On another note, I was given a ultra-racing under brace by a mate of mine tho has it on it's starlet EP82 but due to exhaust mods couldn't get it to fit any more. I'll see if it will fit the Sera and post back here.
Smaller radiator has also arrived, just need the time to fit it and see if that helps with the overflowing issue (no exhaust fumes in coolant, I checked) which I suspect are because of the way too big radiator I currently run. (about 7.5 litres of coolant at the moment)
I've also made it my mission to resolve the leaking distributor, a new one was sourced from ebay but unfortunately upon taking it to bits the 2 magnets on the inside were crumbled to bits and are therefore unservicable. I did note that the 3S-GE, 3S-GTE, 5S-FE, 4A-FE lean-burn, 4A-GE 20V use the same internal pickup so I'm hoping to source one of those distributors to see if I can repair my spare dizzy. If so repair kits will be made available of course.
Then there is the "issue" with the engine. I've noticed since I have the Sera (even with the 1.3 engine in) the idle RPM dips when the gas pedal suddenly gets released. Something with the fact that the throttle closes too sudden and the ECU needs some time to adjust the mixture to the new air volume. With the 1.3 engine and auto-box this would occasionally even stall the engine, with the 5e-fhe and manual box the RPM can drop to 500 which makes it almost stall. This also happens on coasting and then pressing the clutch pedal. Slowing down on the brakes before de-clutching helps to minimize this. I'm not sure if other Sera owners have the same issue but I'm now trying to install a dashpot from a 2E-E to make the last few degrees of the TB closing a bit slower. This was a trick to reduce emissions as well on the 4A-GE 16V so I expect it to work wonders on the 5E-FHE unless someone has a other suggestion?
Posted 28 September 2019 - 02:48 PM
Posted 05 March 2020 - 11:55 AM
Got myself a proper arbor press the other day so time to overhaul the distributor due to a small oil weep.
Needed the press to remove the pin from the end where it meets the camshaft. Once that was out I was able to press out the rotor (after removing the cap of course.

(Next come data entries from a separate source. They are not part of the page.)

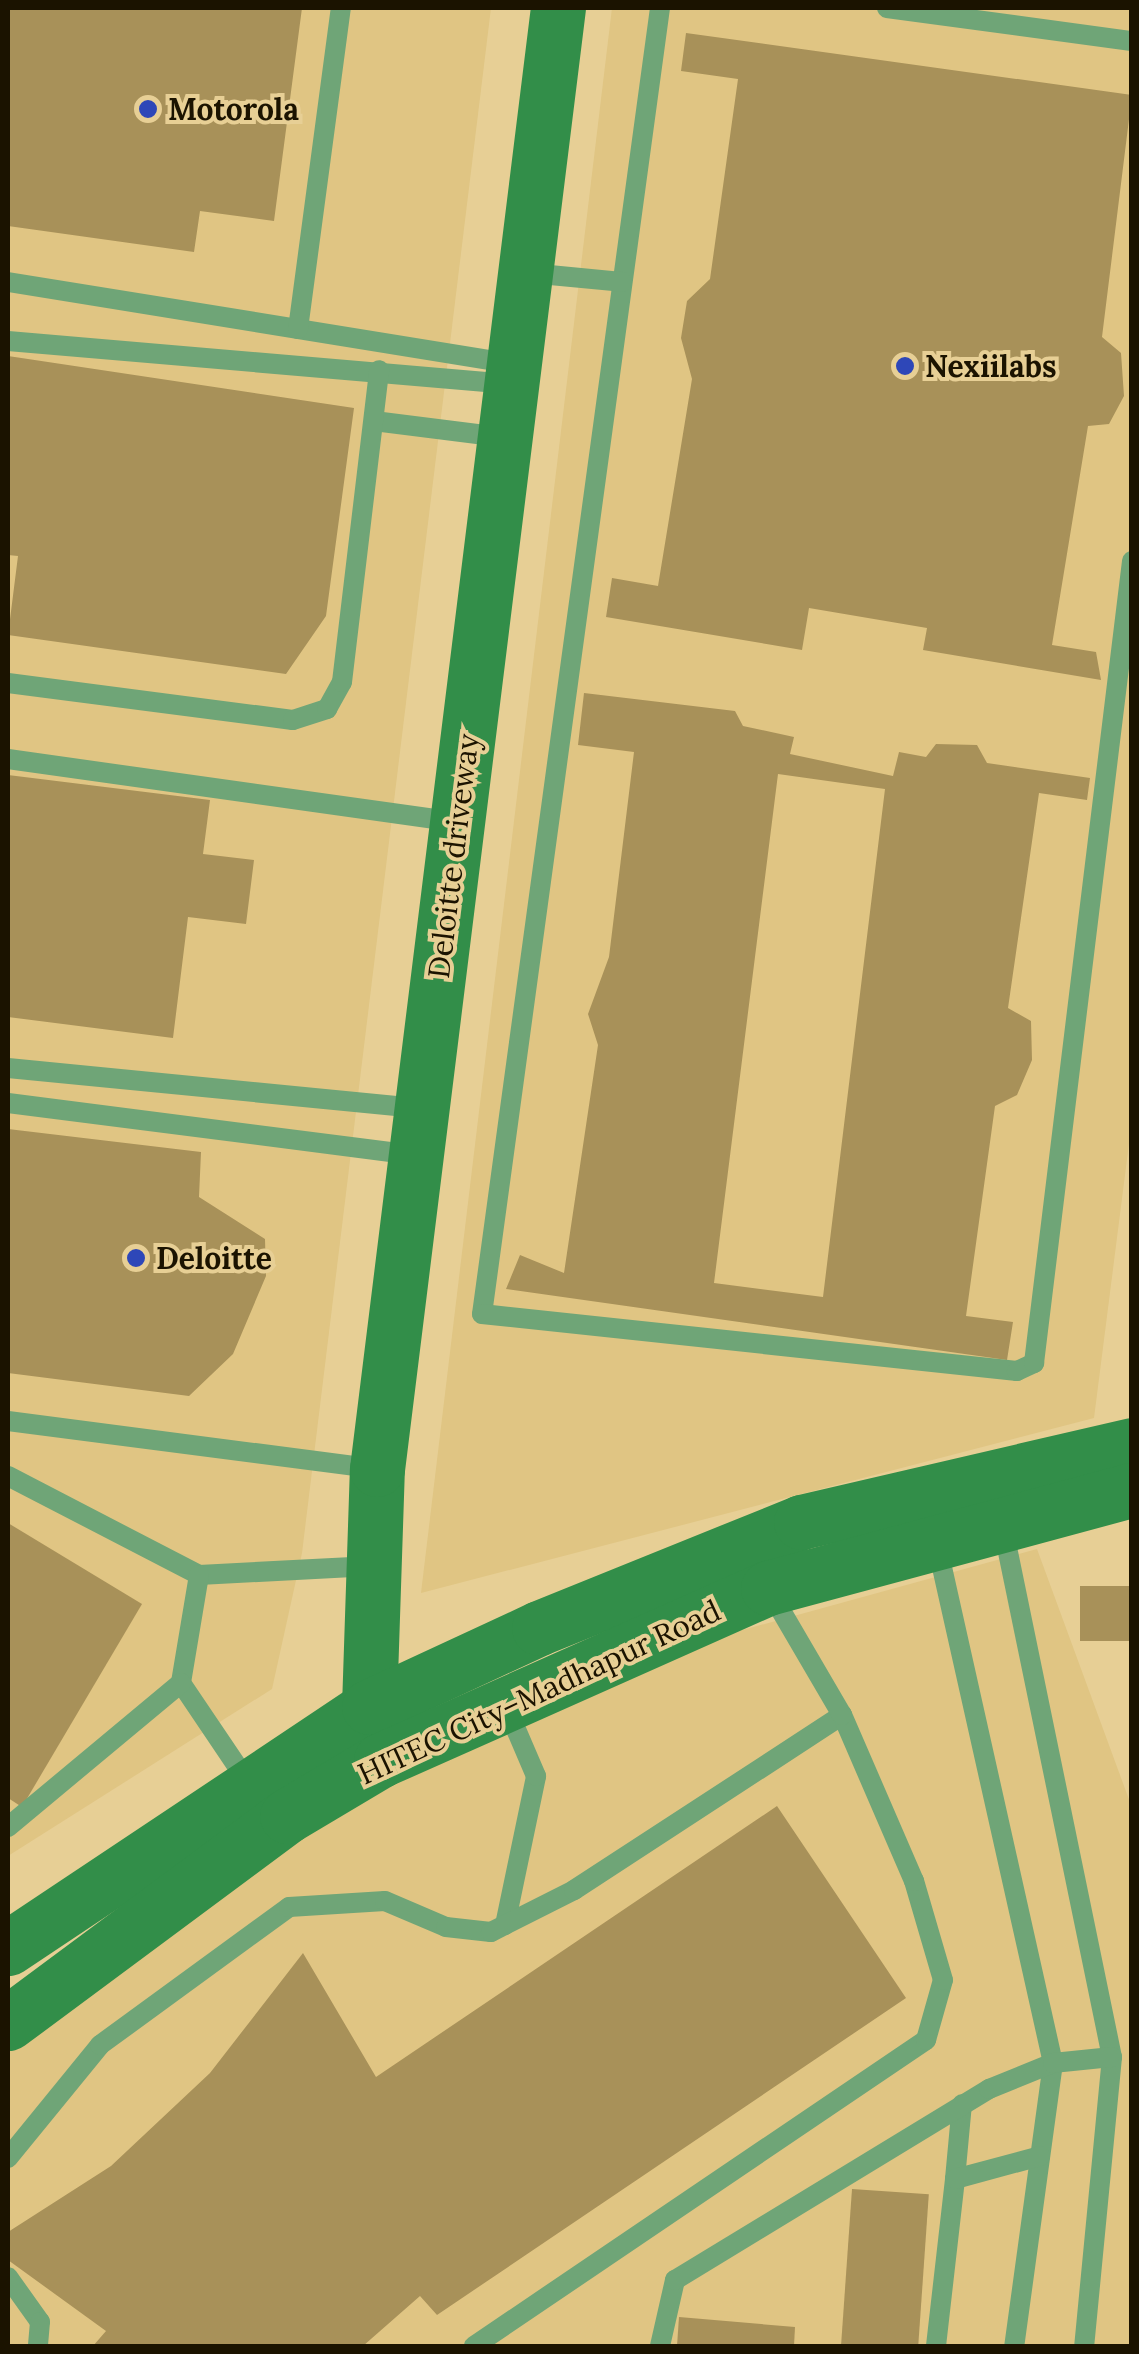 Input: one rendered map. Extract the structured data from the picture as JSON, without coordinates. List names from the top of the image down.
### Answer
{
  "streets": {
    "main road": ["Deloitte driveway", "HITEC City–Madhapur Road"]
  },
  "crossings": [
    ["Deloitte driveway", "HITEC City–Madhapur Road"]
  ],
  "places": ["Motorola", "Nexiilabs", "Deloitte"]
} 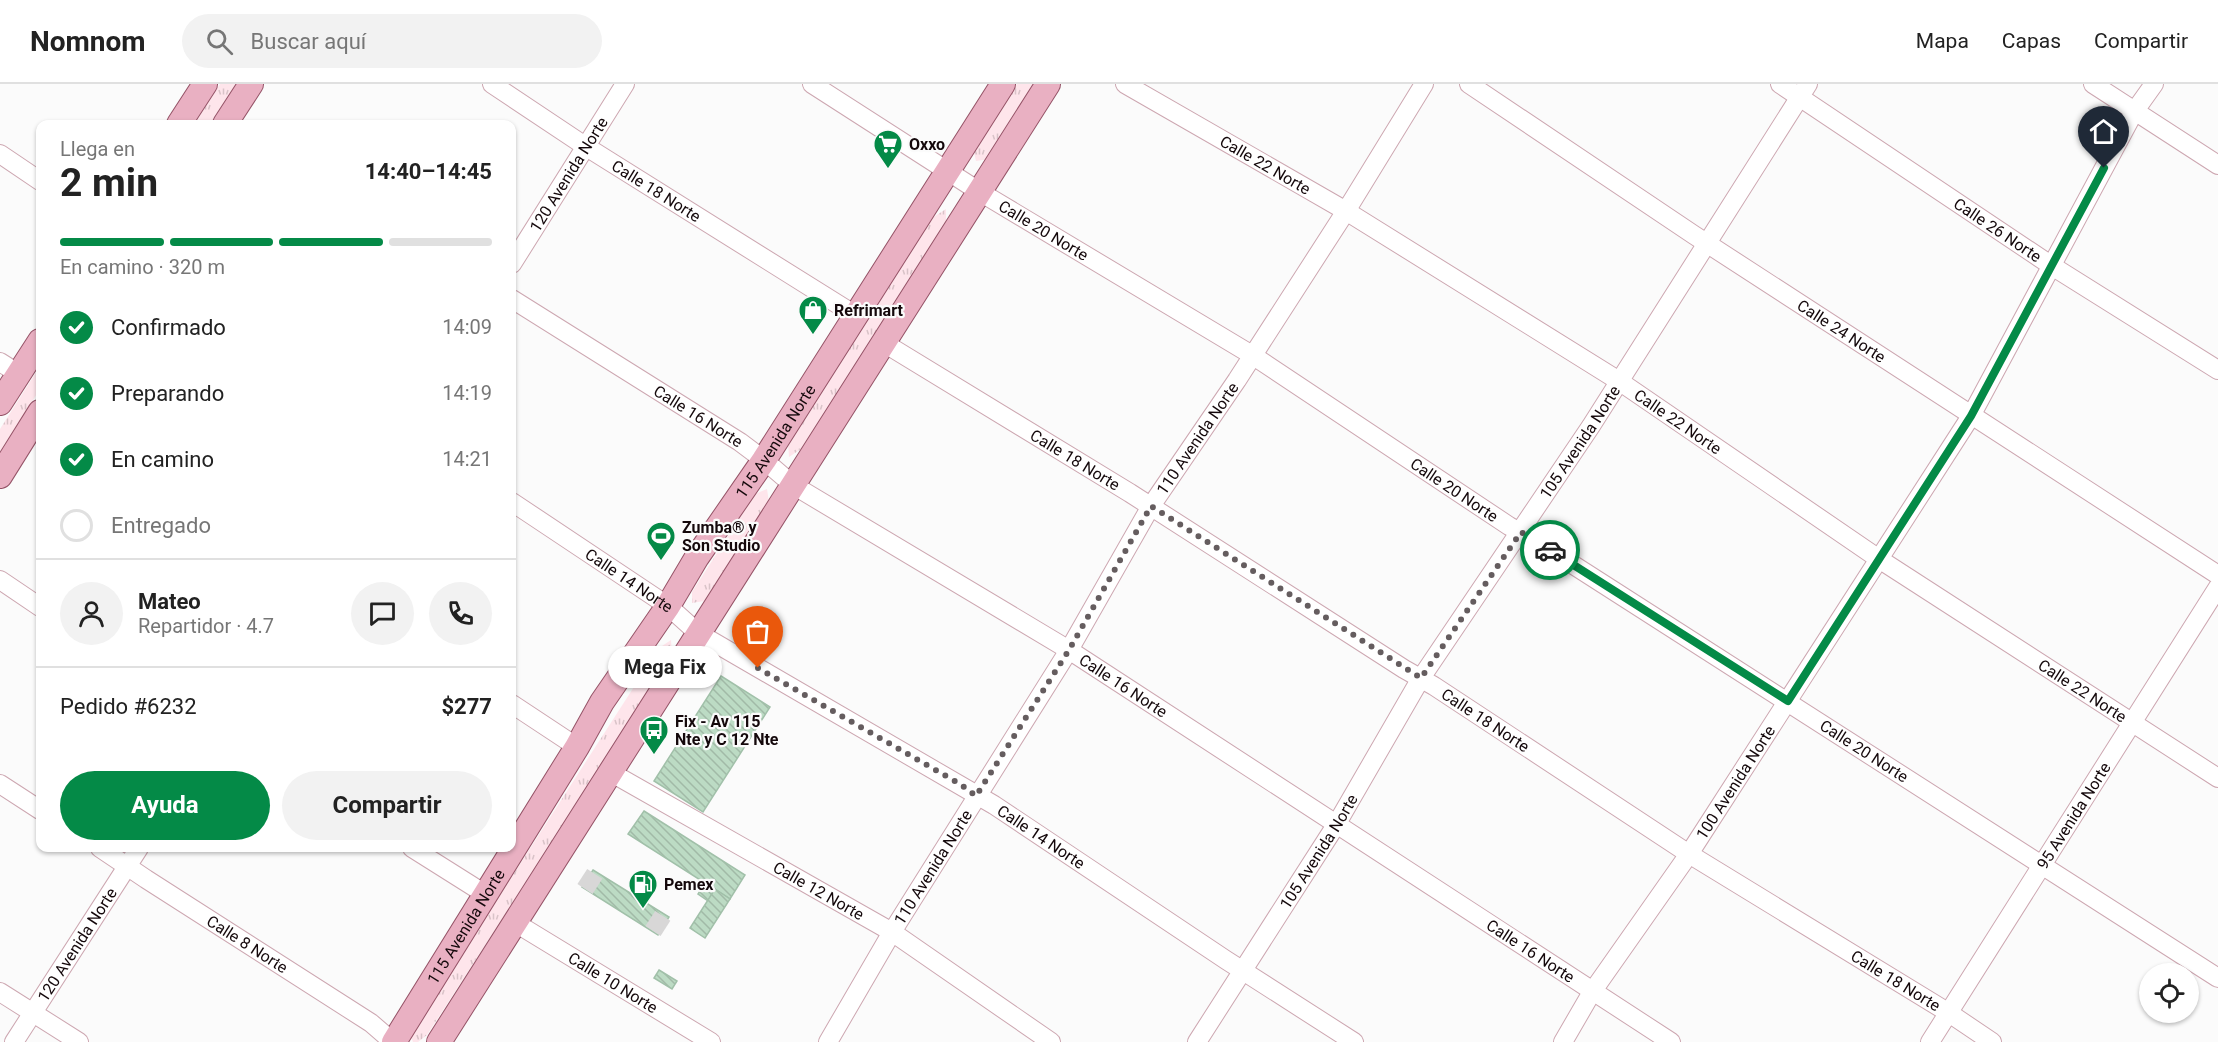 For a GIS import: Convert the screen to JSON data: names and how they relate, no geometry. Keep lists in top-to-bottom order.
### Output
{
  "streets": {
    "main road": ["115 Avenida Norte"],
    "street": [
      "Calle 22 Norte",
      "120 Avenida Norte",
      "Calle 18 Norte",
      "Calle 26 Norte",
      "Calle 20 Norte",
      "Calle 24 Norte",
      "Calle 16 Norte",
      "110 Avenida Norte",
      "105 Avenida Norte",
      "Calle 14 Norte",
      "100 Avenida Norte",
      "95 Avenida Norte",
      "Calle 12 Norte",
      "Calle 8 Norte",
      "Calle 10 Norte"
    ]
  },
  "crossings": [
    ["Calle 22 Norte", "110 Avenida Norte"],
    ["Calle 22 Norte", "105 Avenida Norte"],
    ["Calle 22 Norte", "100 Avenida Norte"],
    ["Calle 22 Norte", "95 Avenida Norte"],
    ["120 Avenida Norte", "Calle 18 Norte"],
    ["120 Avenida Norte", "Calle 8 Norte"],
    ["Calle 18 Norte", "110 Avenida Norte"],
    ["Calle 18 Norte", "115 Avenida Norte"],
    ["Calle 18 Norte", "105 Avenida Norte"],
    ["Calle 18 Norte", "100 Avenida Norte"],
    ["Calle 18 Norte", "95 Avenida Norte"],
    ["Calle 26 Norte", "105 Avenida Norte"],
    ["Calle 26 Norte", "100 Avenida Norte"],
    ["Calle 20 Norte", "110 Avenida Norte"],
    ["Calle 20 Norte", "115 Avenida Norte"],
    ["Calle 20 Norte", "105 Avenida Norte"],
    ["Calle 20 Norte", "100 Avenida Norte"],
    ["Calle 20 Norte", "95 Avenida Norte"],
    ["Calle 24 Norte", "105 Avenida Norte"],
    ["Calle 24 Norte", "100 Avenida Norte"],
    ["Calle 16 Norte", "110 Avenida Norte"],
    ["Calle 16 Norte", "115 Avenida Norte"],
    ["Calle 16 Norte", "105 Avenida Norte"],
    ["Calle 16 Norte", "100 Avenida Norte"],
    ["110 Avenida Norte", "Calle 14 Norte"],
    ["110 Avenida Norte", "Calle 12 Norte"],
    ["115 Avenida Norte", "Calle 14 Norte"],
    ["115 Avenida Norte", "Calle 8 Norte"],
    ["105 Avenida Norte", "Calle 14 Norte"]
  ],
  "places": {
    "supermarket": ["Oxxo"],
    "shop": ["Refrimart"],
    "sports": ["Zumba® y Son Studio"],
    "other": ["Mega Fix"],
    "bus stop": ["Fix - Av 115 Nte y C 12 Nte"],
    "fuel station": ["Pemex"]
  },
  "page": {
    "header": "Nomnom",
    "search": "Buscar aquí",
    "nav": ["Mapa", "Capas", "Compartir"],
    "heading": ["2 min", "Llega en", "14:40–14:45"],
    "panel": [
      "Mateo",
      "Repartidor · 4.7",
      "Pedido #6232",
      "$277"
    ],
    "bar": "En camino · 320 m",
    "list": [
      ["Confirmado", "14:09"],
      ["Preparando", "14:19"],
      ["En camino", "14:21"],
      "Entregado"
    ],
    "bubble": "Mega Fix",
    "buttons": ["Ayuda", "Compartir"]
  }
}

Only then it's possible to undo and remove the black plate with the connector which states not to remove it. Found the magnets underneath broken in several places but fortunately I had a similar bit laying around from a 3S-GE distributor (4A-GE 20V and 4E-FTE will also work by the way). Removed the bearing and oil seal and cleaned the whole lot in the ultrasonic cleaner. Fitted a fresh oil seal and bearing in the distributor housing. Installed the 2.0 connector/pickup plate and carefully pressed the rotor back in it's original position taking care not to damage the pickups. Afterwards I installed the "gear" and press the old pin back in place (making sure it was "pointing" the right way. Cap and rotor were still fine as I replaced those not too long ago. One fresh distributor ready to go! Installed the dizzy and adjusted ignition as per manual to 10 degrees BTDC with engine at operating temperature ans paperclip in diagnostic mode.
I'll see if I can produce a write-up for this with pictures for clarification.